While imagining science fiction in 2020, the year that comes to your mind is most possibly related to how old you presently are. 2020 was the year that felt like the future for the science fiction writers who grew in the period from the 1980s and 90s or were working in this period.
Back in the 1980s, cyberpunk was the literary movement that was busy projecting our fears about emerging computer networks, rampant capitalism, and media oversaturation into fictional futures. This was the period before video games and movies were new to the world. The term “cyberspace” is popularized by a novel namely Neuromancer (1984) by William Gibson and the related short stories in its orbit. However, it was somewhat a lesser-known novel by a writer who debatably presented the first detailed exploration of a greatly networked world.
Bruce Sterling – Islands in the Net
Science Fiction Set in 2023, Island in the Net (1988) by Bruce Sterling depicts a world-known simply by the Net, which is consumed by something similar to the internet. The Net is both controlled and housed by vast and decentralized multinational corporations. In the ‘Islands in the Net’, the most chilling prediction made is the use of drones to fight a forever war between government corporations and terrorist data pirates, which rebels against top-down globalization. Addednoteworthypart of the novel is that it is foreseen how cartelized parts of the supposedly free internet would become.
Filed with consumer devices, the world of Islands in the Net sounds remarkably similar to Nike running shoes and Apple watches that record performance data. This idea of the 2020s real-world now feels naive, where our hope for justice is lost in the infinite scroll when it feels like injustices are exposed daily.
Rudy Rucker – Software
Most of the cyberpunk novels published in the 1980s did not nail the 2020s like Sterling’s Islands of Net. But many took the zeitgeist in diverse ways. Rudy Rucker’s Software was published in 1983 is a post-singularity fiction that recites the scenario of 2020. From the vantage point of real 2020, the world of Rucker’s novel is entirely unrecognizable in the first instance.

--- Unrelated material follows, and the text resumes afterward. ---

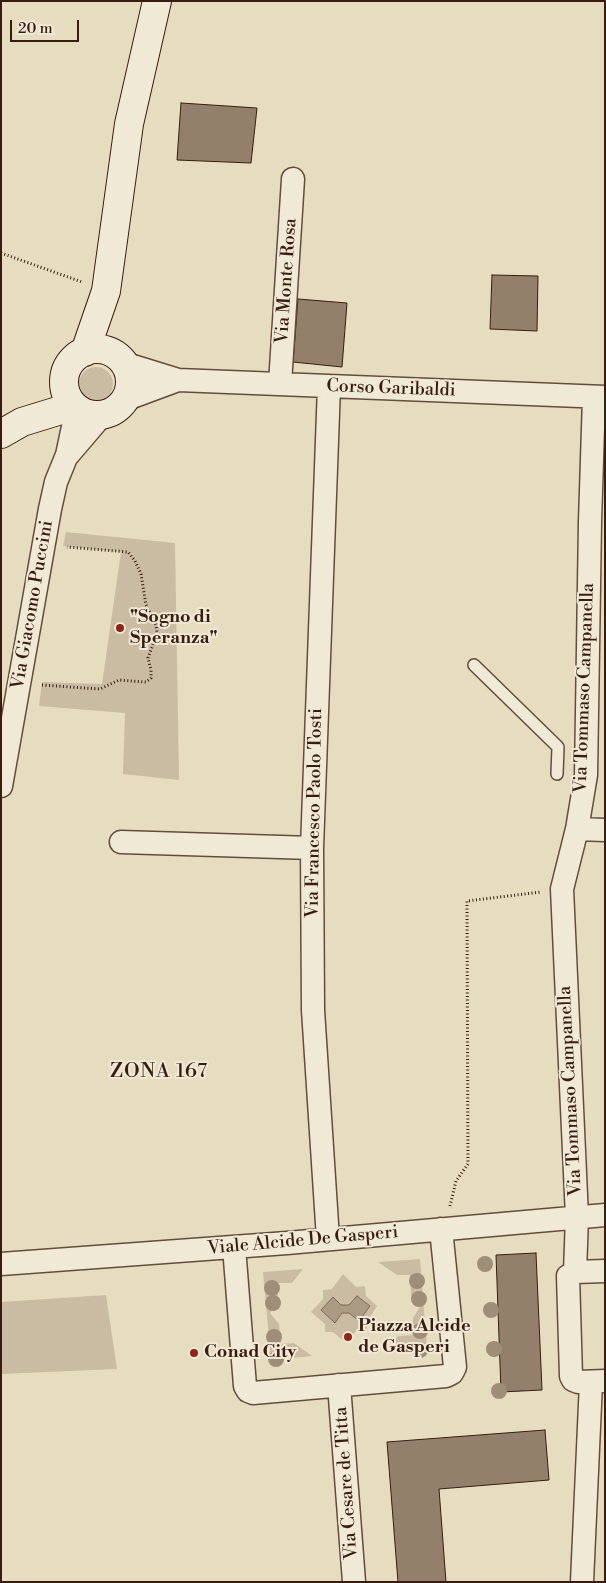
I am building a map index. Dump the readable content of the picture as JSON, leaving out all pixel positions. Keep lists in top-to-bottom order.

While the robots become self-aware and fly to cities on the moon, the humans are left behind to upgrade their realization to try to compete. Moreover, there is also palpable generational angst in this rapidly changing world that is aging as baby boomers and struggling to find their place and identity. The battle of humans, on the other hand, feels a lot like the current fight for affordable health care.
Stephen King – The Running Man
In the 1980s and 90s, attempting to write for the near futures set in the 2020s was not a part of the writer’s genre. This was only because of people’s concerns regarding how technological acceleration was affecting the economy and culture. Back in the year 1982, Stephen King published The Running Man. This Science Fiction novel is the story of a violent TV show where everyday citizens of the dystopian America of 2025 compete for money.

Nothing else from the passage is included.